Dévoré par les passants, l’oignon entier farci au tartare de gamberoni de San Remo cède sa place à des toasts de confit d’oignon et de fleurs en pickles au pâté de foie de volaille, servis sur des pétales d’oignons confits. Nous sommes heureux de faire partie de ce réseau, confie Laura, la sœur de Mauro Colagreco. Pour travailler avec des produits d’exception mais aussi pour valoriser notre région.
Tout n’a pourtant tenu qu’à un fil : celui déroulé par Nicole Lottier, Mentonaise pur jus, qui a pensé à confier à un maraîcher la variété qu’elle craignait de voir disparaître. Mon histoire vient de la famille du côté de ma maman, raconte-t-elle à la tribune, dominant le bruit du clapotis de l’eau et bravant le soleil de plomb qui s’abat sur la mer bleu profond. Cet oignon, je l’ai toujours connu, mangé, vu et touché. Pas tendre, la vie a mis un obstacle supplémentaire sur le chemin de Nicole, son maraîcher ayant disparu peu après dans un accident. Jusqu’à ce que le collectif de la Maison des semences paysannes maralpines ne la retrouve et ne récupère le dernier sachet de graines de la précieuse variété. Je suis contente de l’avoir transmis à des gens qui vont le sauvegarder, confie-t-elle, des sanglots dans la voix. Faites attention à qui vous le passez, il ne faut pas le perdre !
Vivre en oignon libre
Pas de risque : l’oignon de Menton, choyé, peut compter sur une galaxie de marraines et de parrains qui veillent à ce qu’il reste au patrimoine commun de l’humanité. Et que personne ne se le garde pour lui-même : Il y a toujours un risque, quand on découvre quelque chose, de se le faire réapproprier par l’industrie, assure Maxime.
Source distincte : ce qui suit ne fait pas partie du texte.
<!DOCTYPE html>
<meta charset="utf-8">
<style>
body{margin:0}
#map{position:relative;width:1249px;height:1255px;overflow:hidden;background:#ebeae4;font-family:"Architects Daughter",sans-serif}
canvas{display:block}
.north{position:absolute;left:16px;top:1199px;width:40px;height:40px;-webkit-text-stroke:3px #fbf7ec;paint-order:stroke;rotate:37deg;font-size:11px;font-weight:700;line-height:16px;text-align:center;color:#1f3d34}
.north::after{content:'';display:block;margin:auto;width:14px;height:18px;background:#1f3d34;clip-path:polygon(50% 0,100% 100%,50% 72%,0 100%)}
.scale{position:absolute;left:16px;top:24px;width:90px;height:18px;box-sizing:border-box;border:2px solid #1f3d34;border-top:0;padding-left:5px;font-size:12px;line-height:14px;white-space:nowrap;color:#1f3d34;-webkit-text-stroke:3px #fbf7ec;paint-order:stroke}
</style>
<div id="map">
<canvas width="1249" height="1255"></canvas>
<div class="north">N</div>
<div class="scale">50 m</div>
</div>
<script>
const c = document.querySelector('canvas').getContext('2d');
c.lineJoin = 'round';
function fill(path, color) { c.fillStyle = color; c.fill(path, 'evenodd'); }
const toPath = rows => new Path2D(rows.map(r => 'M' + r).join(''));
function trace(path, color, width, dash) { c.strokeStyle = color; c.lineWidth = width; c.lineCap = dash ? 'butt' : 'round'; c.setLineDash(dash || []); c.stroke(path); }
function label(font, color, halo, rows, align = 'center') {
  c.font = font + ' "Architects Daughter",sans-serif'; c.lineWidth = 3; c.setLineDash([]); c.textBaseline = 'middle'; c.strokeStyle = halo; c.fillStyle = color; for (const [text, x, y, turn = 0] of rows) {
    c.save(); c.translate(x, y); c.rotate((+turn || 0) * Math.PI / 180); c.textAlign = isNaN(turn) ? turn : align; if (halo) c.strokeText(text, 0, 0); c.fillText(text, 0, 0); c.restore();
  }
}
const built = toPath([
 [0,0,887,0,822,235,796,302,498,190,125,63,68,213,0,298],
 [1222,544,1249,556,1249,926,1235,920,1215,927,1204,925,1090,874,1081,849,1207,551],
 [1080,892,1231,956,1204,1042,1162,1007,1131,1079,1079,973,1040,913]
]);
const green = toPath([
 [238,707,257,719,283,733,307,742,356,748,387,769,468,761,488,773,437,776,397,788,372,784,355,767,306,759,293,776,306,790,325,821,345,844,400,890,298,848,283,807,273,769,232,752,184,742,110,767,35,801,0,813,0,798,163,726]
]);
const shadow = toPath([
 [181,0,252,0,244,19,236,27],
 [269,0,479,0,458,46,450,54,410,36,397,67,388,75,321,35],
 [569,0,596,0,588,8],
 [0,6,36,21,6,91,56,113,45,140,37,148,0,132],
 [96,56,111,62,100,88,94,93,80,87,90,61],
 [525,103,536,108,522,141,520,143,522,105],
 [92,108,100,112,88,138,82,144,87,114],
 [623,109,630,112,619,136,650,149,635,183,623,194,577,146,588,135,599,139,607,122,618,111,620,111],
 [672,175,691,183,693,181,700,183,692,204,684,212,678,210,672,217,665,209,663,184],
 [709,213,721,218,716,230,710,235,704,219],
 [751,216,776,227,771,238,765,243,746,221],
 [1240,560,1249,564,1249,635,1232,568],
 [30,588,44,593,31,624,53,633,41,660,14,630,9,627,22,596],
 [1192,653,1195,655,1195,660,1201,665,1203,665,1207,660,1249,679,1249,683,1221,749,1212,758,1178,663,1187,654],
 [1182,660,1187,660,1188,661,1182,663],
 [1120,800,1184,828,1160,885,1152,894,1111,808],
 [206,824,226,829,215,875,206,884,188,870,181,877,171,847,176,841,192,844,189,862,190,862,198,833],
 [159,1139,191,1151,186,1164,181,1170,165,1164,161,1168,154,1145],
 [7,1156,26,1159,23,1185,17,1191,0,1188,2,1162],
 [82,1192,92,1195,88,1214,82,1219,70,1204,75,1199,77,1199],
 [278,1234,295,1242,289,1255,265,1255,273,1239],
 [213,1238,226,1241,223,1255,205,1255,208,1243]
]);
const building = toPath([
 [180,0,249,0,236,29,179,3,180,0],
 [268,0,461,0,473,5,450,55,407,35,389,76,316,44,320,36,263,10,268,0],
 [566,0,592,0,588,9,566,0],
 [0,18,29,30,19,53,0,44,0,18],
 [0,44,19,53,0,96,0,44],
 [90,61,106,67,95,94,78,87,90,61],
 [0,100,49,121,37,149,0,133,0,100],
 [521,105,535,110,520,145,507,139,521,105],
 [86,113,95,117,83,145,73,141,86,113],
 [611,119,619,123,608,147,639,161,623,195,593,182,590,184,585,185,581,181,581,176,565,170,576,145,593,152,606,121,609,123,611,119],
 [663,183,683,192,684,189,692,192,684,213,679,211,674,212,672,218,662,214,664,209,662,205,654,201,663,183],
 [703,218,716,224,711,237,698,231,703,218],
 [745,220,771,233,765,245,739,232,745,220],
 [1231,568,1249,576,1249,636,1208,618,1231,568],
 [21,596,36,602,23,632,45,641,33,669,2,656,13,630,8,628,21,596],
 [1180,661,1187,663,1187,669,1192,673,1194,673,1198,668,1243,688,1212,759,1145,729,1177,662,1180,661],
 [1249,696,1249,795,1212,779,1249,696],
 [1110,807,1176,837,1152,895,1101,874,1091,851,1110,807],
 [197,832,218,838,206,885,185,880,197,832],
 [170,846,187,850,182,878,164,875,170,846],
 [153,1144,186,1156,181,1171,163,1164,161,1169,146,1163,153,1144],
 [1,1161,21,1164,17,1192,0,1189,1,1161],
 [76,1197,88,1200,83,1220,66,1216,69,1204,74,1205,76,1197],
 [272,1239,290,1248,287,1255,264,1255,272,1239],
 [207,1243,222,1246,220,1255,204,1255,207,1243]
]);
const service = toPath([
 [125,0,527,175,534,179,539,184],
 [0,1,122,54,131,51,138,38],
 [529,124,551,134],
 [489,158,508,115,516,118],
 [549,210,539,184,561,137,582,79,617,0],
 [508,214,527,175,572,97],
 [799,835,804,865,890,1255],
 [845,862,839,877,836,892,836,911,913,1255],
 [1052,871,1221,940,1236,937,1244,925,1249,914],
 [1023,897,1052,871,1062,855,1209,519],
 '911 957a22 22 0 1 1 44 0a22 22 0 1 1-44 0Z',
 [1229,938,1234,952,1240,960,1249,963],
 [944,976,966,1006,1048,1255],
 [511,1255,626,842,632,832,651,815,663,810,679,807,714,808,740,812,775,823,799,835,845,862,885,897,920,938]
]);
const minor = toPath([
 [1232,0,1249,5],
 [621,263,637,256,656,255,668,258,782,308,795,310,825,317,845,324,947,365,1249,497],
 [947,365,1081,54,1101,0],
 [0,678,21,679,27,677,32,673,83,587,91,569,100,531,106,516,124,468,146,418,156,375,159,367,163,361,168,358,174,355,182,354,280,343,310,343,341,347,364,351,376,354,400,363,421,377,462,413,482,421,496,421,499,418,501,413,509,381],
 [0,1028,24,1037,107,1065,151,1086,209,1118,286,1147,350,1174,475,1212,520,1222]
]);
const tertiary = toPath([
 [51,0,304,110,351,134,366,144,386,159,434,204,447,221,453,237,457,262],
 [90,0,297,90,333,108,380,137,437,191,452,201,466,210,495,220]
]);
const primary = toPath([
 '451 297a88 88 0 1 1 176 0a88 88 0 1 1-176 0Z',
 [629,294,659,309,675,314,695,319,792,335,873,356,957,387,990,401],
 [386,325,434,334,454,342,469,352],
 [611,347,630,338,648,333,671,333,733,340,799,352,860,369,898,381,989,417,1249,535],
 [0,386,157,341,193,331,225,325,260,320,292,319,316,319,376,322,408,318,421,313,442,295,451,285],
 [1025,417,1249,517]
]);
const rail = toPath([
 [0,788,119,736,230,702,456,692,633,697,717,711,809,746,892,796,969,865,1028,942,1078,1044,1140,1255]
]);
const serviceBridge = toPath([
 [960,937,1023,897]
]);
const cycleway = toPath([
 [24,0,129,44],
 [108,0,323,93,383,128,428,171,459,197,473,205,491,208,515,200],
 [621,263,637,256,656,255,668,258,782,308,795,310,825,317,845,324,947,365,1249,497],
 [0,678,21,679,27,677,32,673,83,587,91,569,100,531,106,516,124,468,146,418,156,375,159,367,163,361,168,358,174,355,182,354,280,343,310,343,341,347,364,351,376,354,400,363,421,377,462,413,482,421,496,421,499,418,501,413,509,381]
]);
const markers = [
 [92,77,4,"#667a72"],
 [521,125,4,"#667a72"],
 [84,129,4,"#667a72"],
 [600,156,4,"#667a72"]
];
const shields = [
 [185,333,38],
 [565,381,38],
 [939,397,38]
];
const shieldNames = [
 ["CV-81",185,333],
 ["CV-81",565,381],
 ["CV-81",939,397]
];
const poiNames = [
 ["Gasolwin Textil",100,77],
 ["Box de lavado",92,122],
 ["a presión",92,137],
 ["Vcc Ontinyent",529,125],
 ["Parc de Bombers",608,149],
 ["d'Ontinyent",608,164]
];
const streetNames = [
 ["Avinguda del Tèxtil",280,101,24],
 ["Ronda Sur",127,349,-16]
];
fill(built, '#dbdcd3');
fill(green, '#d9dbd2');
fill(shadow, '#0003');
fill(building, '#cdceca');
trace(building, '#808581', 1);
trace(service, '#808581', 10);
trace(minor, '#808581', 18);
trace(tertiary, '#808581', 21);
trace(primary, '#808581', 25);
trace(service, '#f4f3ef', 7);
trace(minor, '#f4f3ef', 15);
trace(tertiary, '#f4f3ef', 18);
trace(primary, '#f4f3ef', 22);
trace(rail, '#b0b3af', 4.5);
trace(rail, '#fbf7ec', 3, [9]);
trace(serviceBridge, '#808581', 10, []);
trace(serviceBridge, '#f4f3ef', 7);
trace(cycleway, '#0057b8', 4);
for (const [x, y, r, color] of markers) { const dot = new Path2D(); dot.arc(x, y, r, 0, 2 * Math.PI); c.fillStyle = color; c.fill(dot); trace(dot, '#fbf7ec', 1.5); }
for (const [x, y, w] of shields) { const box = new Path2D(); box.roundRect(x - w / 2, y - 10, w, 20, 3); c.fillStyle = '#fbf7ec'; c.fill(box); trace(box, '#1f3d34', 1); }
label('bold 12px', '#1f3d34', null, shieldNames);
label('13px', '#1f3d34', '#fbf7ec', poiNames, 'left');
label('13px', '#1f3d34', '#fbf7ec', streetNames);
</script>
Aussi le collectif a-t-il décidé d’organiser la première « déclaration participative de commun » de France. Réunis sur scène, les producteurs, associations et autres collectifs qui maintiennent des variétés paysannes d’oignons (comme à Tarassac et Lézignan) s’engagent à veiller sur l’oignon rose de Menton. C’est un nom de variété libre de droit dont personne ne peut s’approprier l’usage exclusif, peut-on lire sur le texte déclamé puis signé par les participants, dont une conseillère municipale.
L’acte, symbolique, n’a pas – encore – de valeur légale, mais bien mal inspiré celui qui voudrait déposer sur le précieux bulbe un certificat d’obtention végétale, l’équivalent du brevet pour les espèces cultivées. Mauvaise réputation assurée, accompagnée d’un risque de feuilleton judiciaire. Mais pour le moment, l’heure est à la célébration : alors qu’une petite brise apaise les esprits et agite doucement les oignons en papier et les tresses qui décorent les stands, un bal de danses traditionnelles se prépare sur l’esplanade. L’avenir semble assuré pour l’or rose de Menton, déjà intégré au patrimoine local.